MAN IN THE MIDDLE has Robert Mitchum coast through one of his pick-up-a-check jobs in a mildly interesting military court martial drama set in India during WW2. Mitchum, director Guy Hamilton and cinematographer Wilkie Cooper did a weeks worth of pickup location shots in New Delhi for atmosphere; the rest was done in England. The script by Willis Hall and Keith Waterhouse was pulled from “The Winston Affair” (the movie went by that title on release in the States), a novel written four years earlier by Howard Fast (Spartacus).

1944. While the war in Europe dominates the headlines, over in the CBI (China-Burma-India) Theater of Operations, dicey relations between U.S. and British allies are further strained by an incident when American army officer ‘Lieut. Winston’ (Keenan Wynn) snaps at a jungle base camp and murders a British sergeant. Cold-blood. A dozen witnesses. Military justice, no picnic to start with, must play ball with politics (you ever see a court martial movie where the deck is less than stacked?) and ensure the culprit meets a noose, but it has to look like a “fair” trial. ‘Lt. Col. Barney Adams’ (Mitchum) gets the thankless defense job, and finds little cooperation from anyone, let alone his obviously psychotic defendant.

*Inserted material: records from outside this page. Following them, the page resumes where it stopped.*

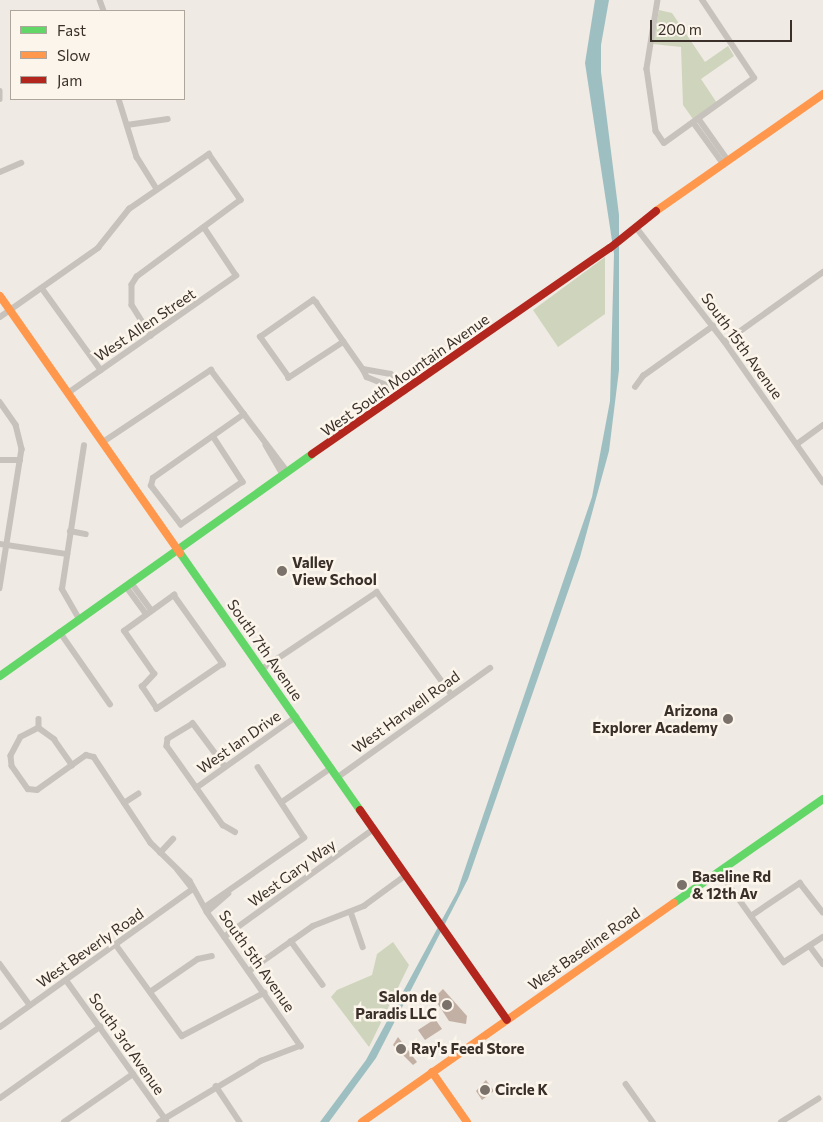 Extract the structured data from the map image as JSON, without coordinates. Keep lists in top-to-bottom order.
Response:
{
  "streets": {
    "street": [
      "West Allen Street",
      "South 15th Avenue",
      "West South Mountain Avenue",
      "South 7th Avenue",
      "West Harwell Road",
      "West Ian Drive",
      "West Gary Way",
      "West Beverly Road",
      "West Baseline Road",
      "South 5th Avenue",
      "South 3rd Avenue"
    ]
  },
  "crossings": [
    ["West Allen Street", "South 7th Avenue"],
    ["South 15th Avenue", "West South Mountain Avenue"],
    ["West South Mountain Avenue", "South 7th Avenue"],
    ["South 7th Avenue", "West Harwell Road"],
    ["South 7th Avenue", "West Ian Drive"],
    ["South 7th Avenue", "West Gary Way"],
    ["South 7th Avenue", "West Baseline Road"],
    ["West Gary Way", "South 5th Avenue"],
    ["West Beverly Road", "South 5th Avenue"],
    ["West Beverly Road", "South 3rd Avenue"]
  ],
  "places": [
    "Valley View School",
    "Arizona Explorer Academy",
    "Baseline Rd & 12th Av",
    "Salon de Paradis LLC",
    "Ray's Feed Store",
    "Circle K"
  ],
  "legend": ["Fast", "Slow", "Jam"],
  "scale_bar": "200 m"
} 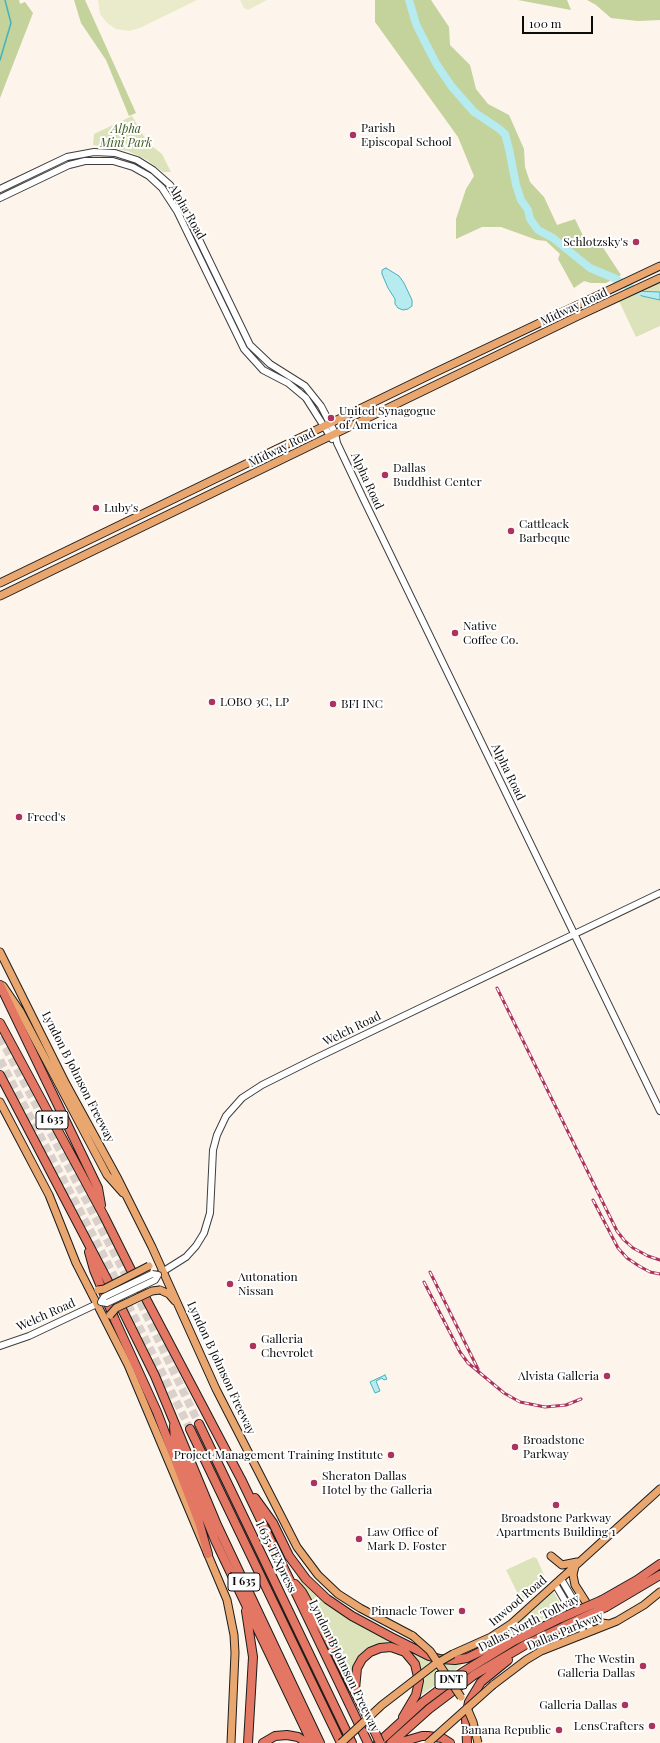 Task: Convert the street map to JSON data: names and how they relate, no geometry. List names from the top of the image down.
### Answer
{
  "streets": {
    "highway": [
      "Lyndon B Johnson Freeway",
      "I 635",
      "I 635 TEXpress",
      "Dallas North Tollway",
      "DNT"
    ],
    "main road": ["Midway Road", "Inwood Road", "Dallas Parkway"],
    "street": ["Alpha Road", "Welch Road"]
  },
  "crossings": [
    ["Alpha Road", "Midway Road"],
    ["Alpha Road", "Welch Road"],
    ["Welch Road", "Lyndon B Johnson Freeway"],
    ["Lyndon B Johnson Freeway", "Inwood Road"],
    ["Lyndon B Johnson Freeway", "Dallas Parkway"],
    ["I 635 TEXpress", "Inwood Road"]
  ],
  "parks": ["Alpha Mini Park"],
  "places": [
    "Parish Episcopal School",
    "Schlotzsky's",
    "United Synagogue of America",
    "Dallas Buddhist Center",
    "Luby's",
    "Cattleack Barbeque",
    "Native Coffee Co.",
    "LOBO 3C, LP",
    "BFI INC",
    "Freed's",
    "Autonation Nissan",
    "Galleria Chevrolet",
    "Alvista Galleria",
    "Broadstone Parkway",
    "Project Management Training Institute",
    "Sheraton Dallas Hotel by the Galleria",
    "Broadstone Parkway Apartments Building 1",
    "Law Office of Mark D. Foster",
    "Pinnacle Tower",
    "The Westin Galleria Dallas",
    "Galleria Dallas",
    "LensCrafters",
    "Banana Republic"
  ],
  "scale_bar": "100 m"
} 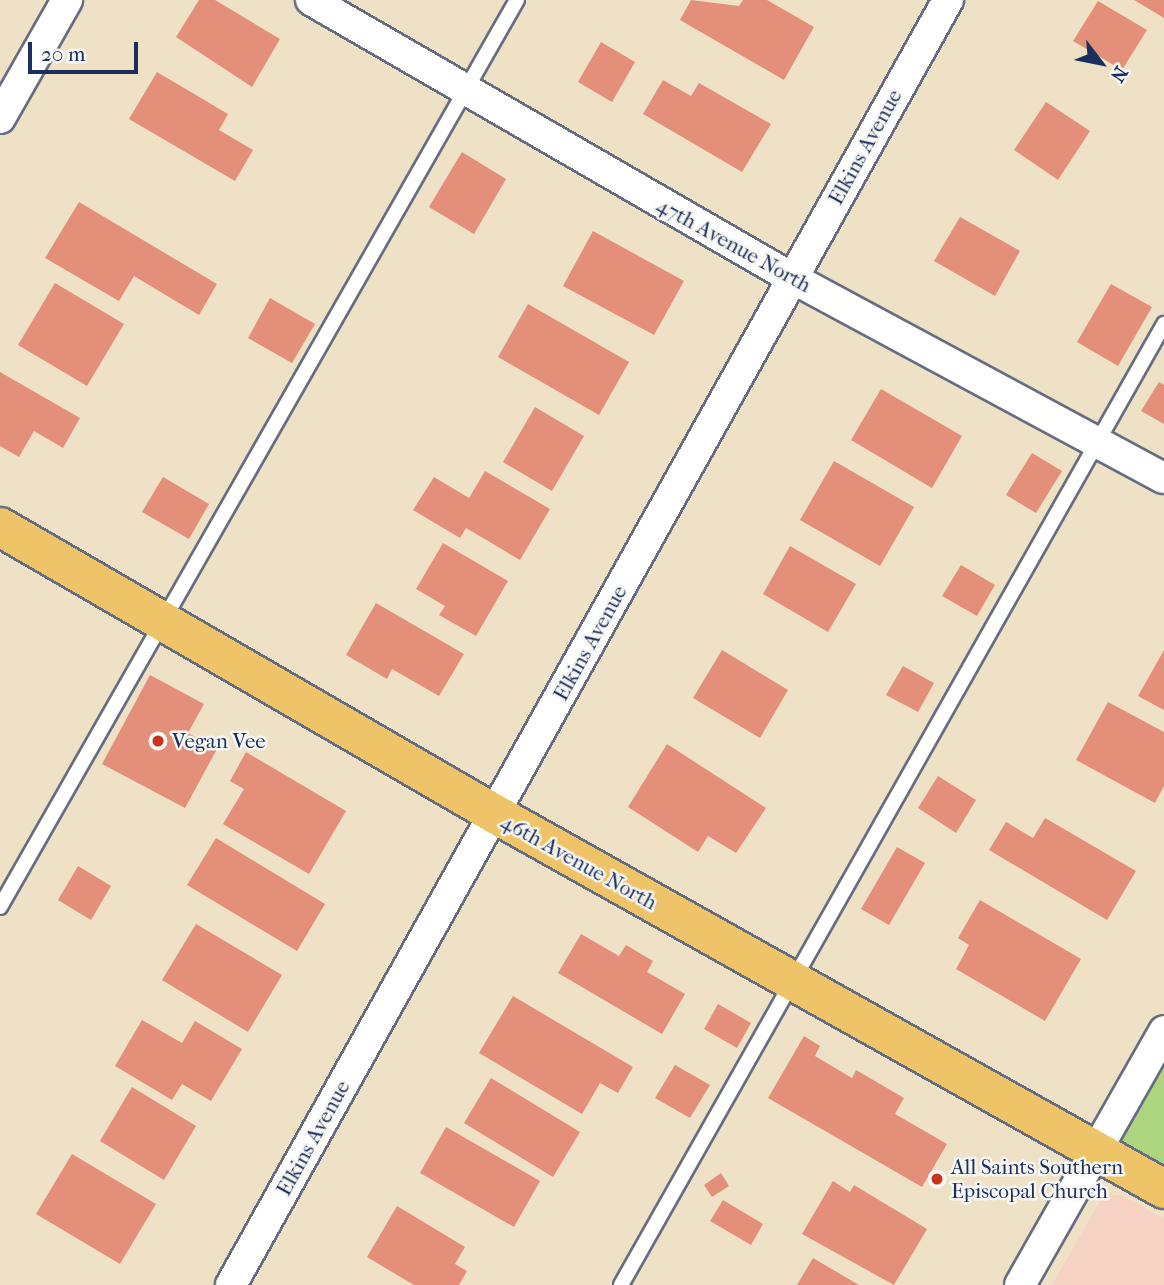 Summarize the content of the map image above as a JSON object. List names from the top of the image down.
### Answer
{
  "streets": {
    "main road": ["46th Avenue North"],
    "street": ["Elkins Avenue", "47th Avenue North"]
  },
  "crossings": [
    ["Elkins Avenue", "47th Avenue North"],
    ["Elkins Avenue", "46th Avenue North"]
  ],
  "places": ["Vegan Vee", "All Saints Southern Episcopal Church"],
  "scale_bar": "20 m",
  "north": "bottom right"
}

Mitchum’s all right, but the juicier roles go to Wynn (in raving racist loon mode) and Trevor Howard, shoehorned in as “Guest Star”, carrying off his small part as a psychiatrist with customary élan. The “it’s a war, we may as well sleep together” add-on with Mitchum and France Nuyen, as a Eurasian nurse, carries little spark (they’d previously worked together on another service-related picture, the wan comedy The Last Time I Saw Archie) and merely drags momentum.

The scoring duty was split between Lionel Bart and John Barry: it’s no cap feather for either, with a number of inappropriate cues bonging in needlessly to punch up some nondescript scenes. Reviewers shrugged the movie off; the middling ‘Man’ fell by the wayside, passing by at 95th place in 1964 with a gross of $2,500,000. Director Hamilton’s next assignment had considerably more pizzazz in every department, an item called Goldfinger. *

With Barry Sullivan, Alexander Knox, Sam Wanamaker, Robert Nichols, Lionel Murton, Errol John, David Bauer, Paul Maxwell and Michael Goodliffe. 94 minutes.

* Hamilton: My pleasure and joy in working with Bob Mitchum was in direct contrast to my previous experience with Hollywood stars. I still think of him as one ofmy favorite people, both as an actor and as a human being.”

1964 did produce an excellent court martial tale, also from Britain, King and Country.